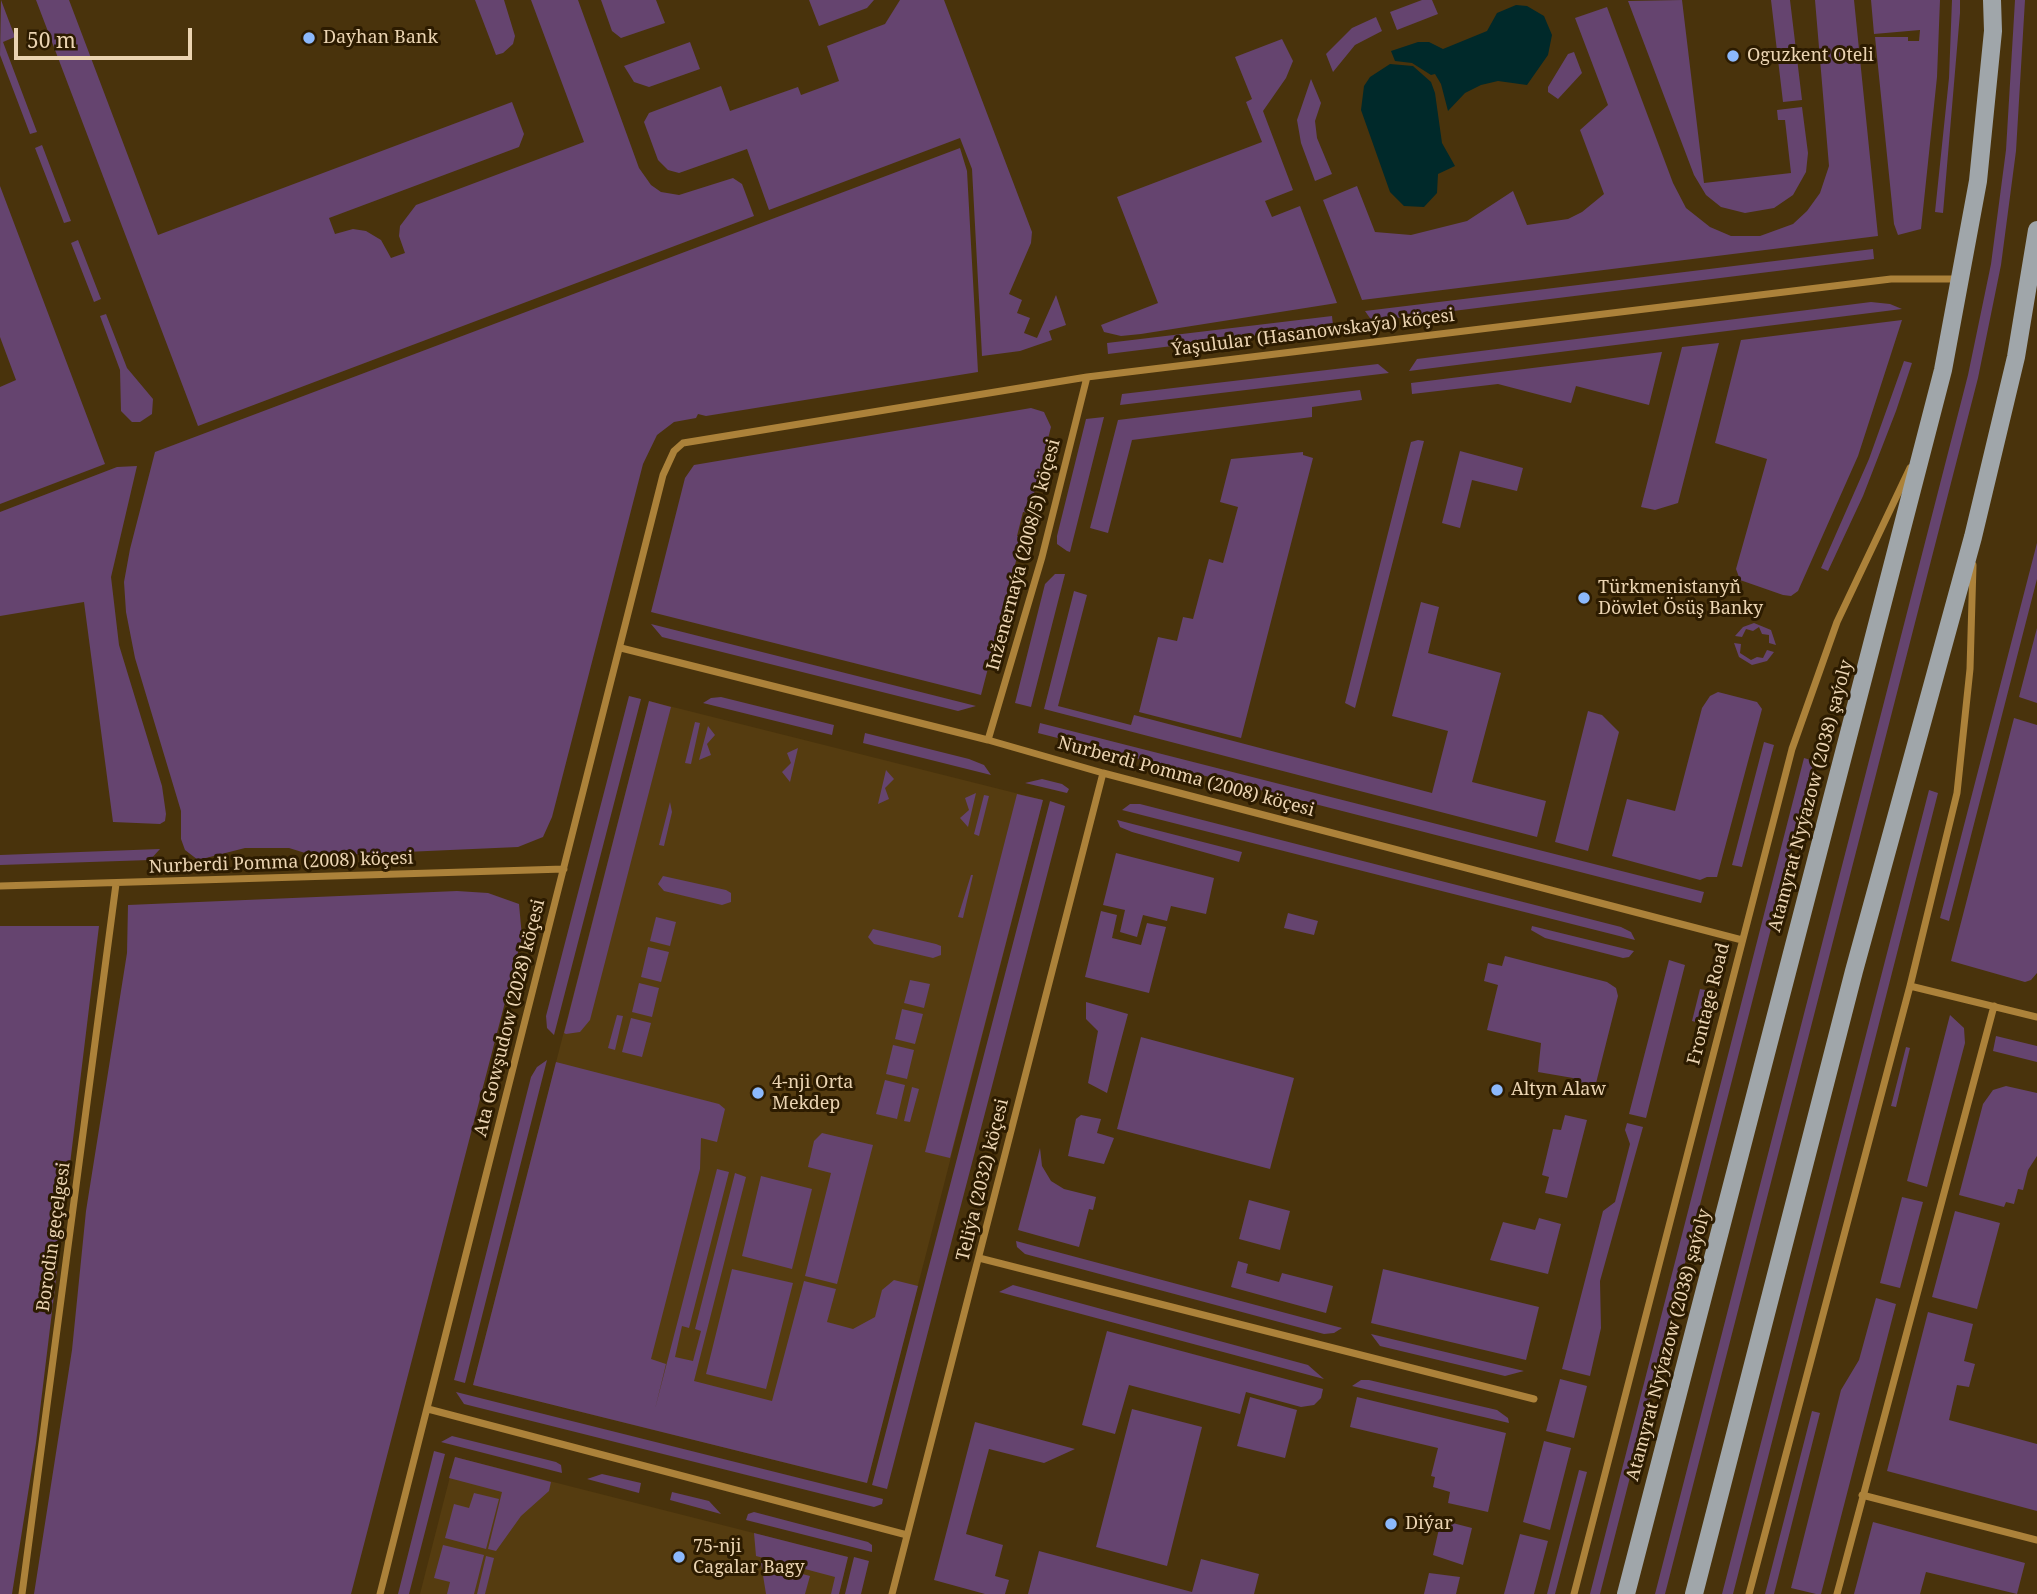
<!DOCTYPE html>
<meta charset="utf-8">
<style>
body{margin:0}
#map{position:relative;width:2037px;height:1594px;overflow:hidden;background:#49330c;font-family:"Noto Serif",serif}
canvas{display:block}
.scale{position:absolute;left:14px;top:28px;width:178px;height:32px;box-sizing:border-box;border:4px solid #ebd4b2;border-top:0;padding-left:9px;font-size:21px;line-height:24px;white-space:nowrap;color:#ebd4b2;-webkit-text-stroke:5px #2c1b00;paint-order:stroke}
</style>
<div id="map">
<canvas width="2037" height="1594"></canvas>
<div class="scale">50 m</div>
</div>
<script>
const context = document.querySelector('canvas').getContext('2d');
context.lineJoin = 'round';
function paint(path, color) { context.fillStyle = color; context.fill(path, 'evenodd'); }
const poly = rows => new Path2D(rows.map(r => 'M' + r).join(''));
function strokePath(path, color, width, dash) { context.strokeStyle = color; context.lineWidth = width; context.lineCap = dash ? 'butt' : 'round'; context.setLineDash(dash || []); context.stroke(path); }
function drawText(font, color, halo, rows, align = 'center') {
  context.font = font + ' "Noto Serif",serif'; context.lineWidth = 6; context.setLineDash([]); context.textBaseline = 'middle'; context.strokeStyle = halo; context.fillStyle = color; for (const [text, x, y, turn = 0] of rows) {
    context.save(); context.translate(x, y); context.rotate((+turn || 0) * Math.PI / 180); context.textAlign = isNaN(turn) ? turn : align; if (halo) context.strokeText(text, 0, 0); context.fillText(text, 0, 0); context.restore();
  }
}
const built = poly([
 [649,701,1043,800,867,1483,473,1385],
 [455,1457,848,1557,839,1594,420,1594]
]);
const green = poly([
 [1,0,15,37,3,42,37,132,30,134,0,55],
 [36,0,69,0,158,235,512,102,524,134,519,147,329,218,335,234,353,229,366,231,381,240,391,258,405,253,399,236,400,226,416,205,584,142,531,0,578,0,639,168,651,185,661,192,679,195,733,178,742,184,754,216,198,426],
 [475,0,504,0,515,36,513,44,503,53,496,55],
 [601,0,656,0,665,23,621,38,612,31],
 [809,0,874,0,867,8,819,26],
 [900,0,944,0,1032,232,1031,243,1009,294,1022,300,1017,313,1030,318,1024,333,1037,338,1056,295,1066,325,1049,331,1052,340,1020,351,982,356,972,169,960,138,769,210,747,149,679,173,668,170,658,160,644,122,649,113,721,86,730,111,798,87,801,95,839,81,827,46,885,24],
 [1422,0,1432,0,1438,14,1397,30,1390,12],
 [1682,0,1704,183,1791,173,1785,120,1778,120,1777,110,1802,107,1808,153,1806,172,1793,195,1774,208,1745,213,1721,207,1706,195,1694,175,1628,1],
 [1771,0,1790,0,1802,100,1783,102],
 [1815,0,1854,0,1878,236,1362,300,1323,200,1357,186,1375,232,1411,235,1467,221,1513,191,1527,225,1568,219,1582,212,1604,194,1580,130,1608,105,1575,18,1607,7,1673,183,1686,208,1710,227,1731,236,1760,236,1793,224,1807,211,1820,193,1829,166],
 [1871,0,1940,0,1937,77,1921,229,1898,235,1894,224,1875,37,1908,37,1908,41,1919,41,1920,30,1874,34],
 [1952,0,1960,0,1960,13,1943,213,1935,212,1949,78],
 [2015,0,2025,0,2016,151,2001,265,1978,378,1665,1594,1655,1594,1968,375,1991,264,2006,150],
 [1376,17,1382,31,1355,45,1333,72,1326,54,1352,28],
 [1282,39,1293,61,1286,78,1263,111,1293,190,1265,201,1272,217,1300,206,1337,303,1141,334,1121,336,1104,332,1101,325,1158,303,1117,197,1262,142,1246,102,1252,99,1235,57],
 [690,42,700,69,649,87,634,82,624,66],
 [1574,52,1582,73,1558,99,1548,92,1548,87,1568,54],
 [1311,79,1321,103,1315,121,1317,138,1332,174,1315,181,1301,143,1297,120],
 [42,145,71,221,64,223,35,148],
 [960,148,967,171,978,372,706,416,698,414,696,418,674,422,657,435,643,464,552,817,543,837,518,847,315,856,289,848,245,848,198,860,185,850,181,839,181,811,135,658,126,612,124,582,130,549,155,452],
 [0,186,105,464,0,504,0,387,16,380,0,337],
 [78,240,101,299,94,302,71,243],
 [1873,249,1874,259,1372,321,1365,311],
 [1871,302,1890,304,1902,309,1409,371,1417,359],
 [106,314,127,368,153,399,152,414,140,422,132,422,121,411,120,370,100,316],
 [1332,316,1333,326,1108,354,1107,343],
 [1902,320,1858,456,1798,591,1791,596,1783,595,1740,580,1736,569,1767,459,1715,443,1741,340],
 [1719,343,1678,503,1655,510,1641,507,1682,347],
 [1662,352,1649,405,1576,386,1571,403,1498,384,1412,394,1411,383],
 [1904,361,1912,363,1896,411,1863,496,1828,571,1821,568,1869,459],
 [1378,364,1389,373,1120,405,1122,394],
 [1360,390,1362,400,1312,407,1312,417,1132,440,1108,533,1090,528,1118,420],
 [1031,408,1044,412,1051,427,1029,513,1023,512,1017,536,1022,538,981,695,651,612,685,478,694,465],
 [1104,417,1070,552,1067,551,1057,544,1057,536,1086,419],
 [1418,440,1424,441,1355,708,1345,703,1411,442],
 [1460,451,1523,468,1517,491,1472,480,1460,528,1442,523],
 [1303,452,1303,455,1313,458,1241,738,1139,712,1158,637,1177,641,1183,617,1193,619,1209,559,1223,563,1238,507,1220,502,1231,459],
 [137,466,111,577,119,645,162,786,166,814,165,821,160,824,113,822,84,602,0,616,0,512,117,467],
 [2037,543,2037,579,1949,921,1940,918],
 [1055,574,1065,574,1031,707,1015,703,1045,584],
 [1074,591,1087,595,1058,706,1131,725,1134,715,1432,793,1448,731,1392,716,1421,602,1439,607,1428,653,1501,673,1472,782,1546,801,1537,837,1044,709],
 [1754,623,1771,630,1776,645,1769,643,1769,635,1762,634,1759,627,1753,631,1746,629,1742,637,1735,636,1743,627],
 [651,624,976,706,958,711,662,637],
 [2037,628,2037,703,2019,697],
 [1734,643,1741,644,1740,653,1751,660,1757,657,1763,658,1767,650,1774,652,1767,661,1752,665,1739,657],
 [1718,692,1757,702,1762,709,1717,877,1707,877,1700,880,1612,856,1627,799,1675,811,1702,708,1710,696],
 [629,696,641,699,554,1035,547,1028,546,1016],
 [721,697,834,725,832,735,703,703,711,698],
 [649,701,671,707,590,1020,580,1032,566,1034,564,1033],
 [1588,711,1602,715,1619,732,1588,851,1555,842],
 [2014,718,2037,725,2037,973,2031,980,2025,982,1951,961],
 [695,722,700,723,691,764,685,763],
 [1040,723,1704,892,1701,903,1038,733],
 [708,726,715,735,707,744,711,755,699,760],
 [865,733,969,759,984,765,991,775,863,743],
 [1764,742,1774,745,1742,867,1732,865],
 [798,748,790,782,782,772,791,763,787,753],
 [1804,758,1814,761,1600,1594,1590,1594],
 [886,770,894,779,885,788,889,799,878,804],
 [1042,779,1062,784,1069,789,1067,793,1025,783],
 [1929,790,1938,793,1733,1594,1722,1594],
 [976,793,968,827,960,818,969,810,965,798],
 [1017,794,1043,800,950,1158,925,1152],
 [984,795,989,796,979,836,974,834],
 [1050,801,1065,806,887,1489,872,1485],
 [670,802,672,812,664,846,659,845],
 [1130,804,1140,804,1621,927,1631,932,1635,940,1122,810],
 [1117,820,1242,852,1239,862,1132,832,1120,827],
 [160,849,150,860,0,865,0,855],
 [1116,853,1214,878,1206,914,1171,906,1167,921,1143,915,1137,937,1120,932,1125,910,1103,905],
 [971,875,973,875,963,918,958,917],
 [663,876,726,890,731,893,731,902,722,905,664,891,658,884],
 [457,891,488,893,519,904,522,937,351,1594,34,1594,72,1350,86,1211,127,953,128,905],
 [1101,911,1117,915,1112,938,1141,945,1147,923,1166,927,1149,993,1085,977],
 [1288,913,1318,921,1314,935,1284,928],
 [656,917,676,922,670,946,650,941],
 [0,926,99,926,36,1443,12,1594,0,1594],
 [1532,926,1634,951,1629,957,1623,958,1545,938,1531,930],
 [873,929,936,944,941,946,941,955,933,958,874,944,868,937],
 [648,947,669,952,661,982,641,977],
 [1505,956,1607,982,1616,988,1618,996,1593,1095,1571,1089,1573,1078,1538,1072,1541,1043,1487,1030,1498,985,1484,981,1488,963,1502,966],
 [1669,960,1685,965,1646,1118,1629,1114],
 [910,980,930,984,924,1008,904,1003],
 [639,983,659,988,652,1017,632,1012],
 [1700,989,1711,991,1703,1024,1692,1021],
 [1086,1002,1128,1014,1107,1093,1088,1083,1098,1031,1086,1019],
 [902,1009,923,1014,915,1044,895,1039],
 [617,1015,623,1016,615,1050,608,1048],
 [1950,1015,1964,1028,1965,1043,1927,1187,1907,1181],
 [631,1018,651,1023,642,1057,622,1052],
 [1996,1036,2037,1046,2037,1062,1993,1051],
 [1141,1037,1294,1078,1270,1169,1117,1129],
 [893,1045,914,1050,907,1079,886,1074],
 [1906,1047,1910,1048,1896,1107,1891,1106],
 [547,1060,465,1383,454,1380,531,1077,537,1067],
 [556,1062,719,1104,725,1109,717,1142,701,1138,700,1169,651,1359,666,1364,655,1409,717,1169,729,1172,689,1328,682,1326,675,1357,693,1361,701,1331,695,1329,735,1173,746,1177,694,1381,772,1401,804,1281,836,1289,827,1322,853,1329,875,1317,882,1290,894,1280,918,1286,867,1483,473,1385],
 [885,1080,905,1085,897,1119,876,1114],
 [2006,1086,2037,1093,2037,1156,2028,1170,2023,1190,2018,1189,2014,1204,2006,1202,2004,1207,1959,1195,1983,1104,1993,1090],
 [912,1087,919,1089,910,1122,904,1121],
 [1081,1115,1101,1119,1097,1133,1114,1138,1104,1164,1068,1156,1076,1119],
 [1565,1115,1587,1120,1567,1198,1545,1193,1549,1177,1542,1175,1553,1129,1561,1130],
 [1627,1123,1643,1127,1600,1281,1601,1328,1590,1376,1562,1369,1603,1211,1615,1202,1630,1144,1625,1130],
 [822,1133,873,1145,837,1284,805,1276,831,1173,808,1167,814,1141],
 [1040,1148,1042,1166,1051,1181,1064,1189,1096,1197,1093,1210,1089,1209,1079,1247,1018,1230],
 [761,1176,812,1189,792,1269,742,1256],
 [1902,1197,1923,1202,1900,1288,1880,1283],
 [1249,1200,1290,1211,1280,1250,1239,1239],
 [1955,1211,2000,1223,1977,1309,1932,1297],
 [1539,1218,1561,1224,1548,1274,1490,1260,1503,1222,1535,1230],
 [1016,1241,1342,1328,1334,1333,1324,1334,1025,1254,1017,1247],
 [1238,1261,1248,1264,1246,1273,1279,1282,1282,1273,1333,1286,1326,1313,1231,1287],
 [732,1269,793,1283,766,1389,706,1374],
 [1383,1269,1539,1307,1526,1360,1371,1323],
 [1013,1285,1308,1365,1324,1379,999,1292],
 [1876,1298,1896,1304,1821,1594,1816,1594,1791,1588,1841,1390,1859,1360],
 [1928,1312,1973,1324,1964,1361,1975,1364,1969,1387,1957,1385,1949,1420,2037,1444,2037,1511,1887,1471],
 [1107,1331,1323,1389,1321,1398,1314,1405,1301,1407,1246,1392,1240,1414,1129,1385,1115,1434,1082,1425],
 [1371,1334,1524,1371,1505,1376,1380,1346],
 [1560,1379,1587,1386,1574,1438,1546,1431],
 [1361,1380,1369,1380,1497,1410,1508,1418,1509,1423,1352,1386],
 [456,1392,883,1499,882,1504,874,1507,464,1404],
 [1250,1397,1297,1410,1285,1458,1237,1446],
 [1357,1397,1506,1433,1488,1512,1448,1503,1450,1492,1433,1487,1435,1477,1431,1476,1438,1448,1350,1427],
 [1132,1409,1202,1427,1167,1566,1096,1547],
 [1812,1411,1820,1413,1774,1594,1765,1594],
 [975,1422,1075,1449,1044,1463,989,1449,966,1534,1003,1545,995,1576,1009,1580,1005,1594,985,1594,934,1580],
 [452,1436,556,1462,561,1465,562,1473,441,1442],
 [1544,1441,1571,1448,1550,1530,1523,1522],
 [434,1451,445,1454,409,1594,398,1594],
 [455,1457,551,1482,549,1491,521,1516,496,1551,488,1549,502,1492,449,1478],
 [1579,1470,1587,1472,1555,1594,1547,1594],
 [602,1474,641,1483,639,1493,587,1479],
 [672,1492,709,1501,721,1514,670,1500],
 [474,1493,499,1499,486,1549,445,1538,454,1504,469,1508],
 [754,1512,868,1542,872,1545,872,1552,746,1520,748,1514],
 [1441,1520,1472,1528,1463,1565,1433,1555],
 [1873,1522,2025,1563,2017,1594,1926,1572,1920,1594,1854,1594],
 [754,1533,848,1557,839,1594,831,1594,835,1577,756,1556],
 [1520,1534,1548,1541,1534,1594,1504,1594],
 [443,1545,484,1555,474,1594,447,1594,450,1582,434,1578],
 [1039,1551,1192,1592,1201,1559,1259,1574,1254,1594,1028,1594],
 [486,1556,494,1558,485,1594,477,1594],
 [854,1557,869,1561,861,1594,845,1594],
 [761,1563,810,1576,805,1594,766,1594],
 [1429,1573,1460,1577,1456,1594,1424,1594]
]);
const water = poly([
 [1516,5,1527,6,1544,16,1552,35,1548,55,1527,85,1498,81,1481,85,1465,93,1448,111,1441,84,1435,74,1431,75,1412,63,1395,61,1391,51,1418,42,1429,42,1443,49,1487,31,1497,13],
 [1390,64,1413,66,1431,82,1435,93,1442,143,1455,166,1438,174,1437,193,1424,207,1404,206,1390,192,1361,110,1364,86,1370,77]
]);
const street = poly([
 [621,648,988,740,1103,773,1742,940],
 [988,740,1042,557,1087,377],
 [0,886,564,869],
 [1910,986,2037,1017],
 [979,1258,1534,1399],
 [428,1409,907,1535],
 [1862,1495,2037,1540],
 [22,1594,116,884],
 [380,1594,663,475,674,451,683,443,1087,377,1891,279,1960,279],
 [892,1594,1103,773],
 [1574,1594,1792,749,1837,622,1910,468],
 [1749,1594,1910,986,1957,793,1970,669,1973,565],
 [1837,1594,1994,1006]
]);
const primary = poly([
 [1626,1594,1943,370,1978,181,1993,31,1992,0],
 [1694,1594,1854,971,1973,537,2016,357,2037,230]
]);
const markers = [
 [309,38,7,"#8cb9fc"],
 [1733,56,7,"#8cb9fc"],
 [1584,598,7,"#8cb9fc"],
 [1497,1090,7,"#8cb9fc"],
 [758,1093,7,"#8cb9fc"],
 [1391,1524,7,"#8cb9fc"],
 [679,1557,7,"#8cb9fc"]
];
const poiNames = [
 ["Dayhan Bank",323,38],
 ["Oguzkent Oteli",1747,56],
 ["Türkmenistanyň",1598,588],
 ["Döwlet Ösüş Banky",1598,609],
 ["4-nji Orta",772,1083],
 ["Mekdep",772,1104],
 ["Altyn Alaw",1511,1090],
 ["Diýar",1405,1524],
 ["75-nji",693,1547],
 ["Cagalar Bagy",693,1568]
];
const streetNames = [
 ["Ýaşulular (Hasanowskaýa) köçesi",1313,333,-7],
 ["Inženernaýa (2008/5) köçesi",1024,555,-75],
 ["Nurberdi Pomma (2008) köçesi",1186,777,15],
 ["Atamyrat Nyýazow (2038) şaýoly",1811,796,-75],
 ["Nurberdi Pomma (2008) köçesi",281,863,-2],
 ["Frontage Road",1709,1004,-76],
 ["Ata Gowşudow (2028) köçesi",510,1018,-76],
 ["Teliýa (2032) köçesi",983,1180,-76],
 ["Borodin geçelgesi",54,1237,-82],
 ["Atamyrat Nyýazow (2038) şaýoly",1669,1345,-75]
];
paint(built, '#553c10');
paint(green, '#65446f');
paint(water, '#00292a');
strokePath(street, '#ac823a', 7);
strokePath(primary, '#a0a6aa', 18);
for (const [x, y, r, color] of markers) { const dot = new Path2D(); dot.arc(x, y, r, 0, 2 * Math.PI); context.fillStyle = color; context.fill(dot); strokePath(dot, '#2c1b00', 2.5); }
drawText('18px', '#ebd4b2', '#2c1b00', poiNames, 'left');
drawText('18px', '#ebd4b2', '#2c1b00', streetNames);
</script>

···

> [Problem description] Could you tally how many lines of the material above include the word "align" and reply with only that count?

> [Task answer] 2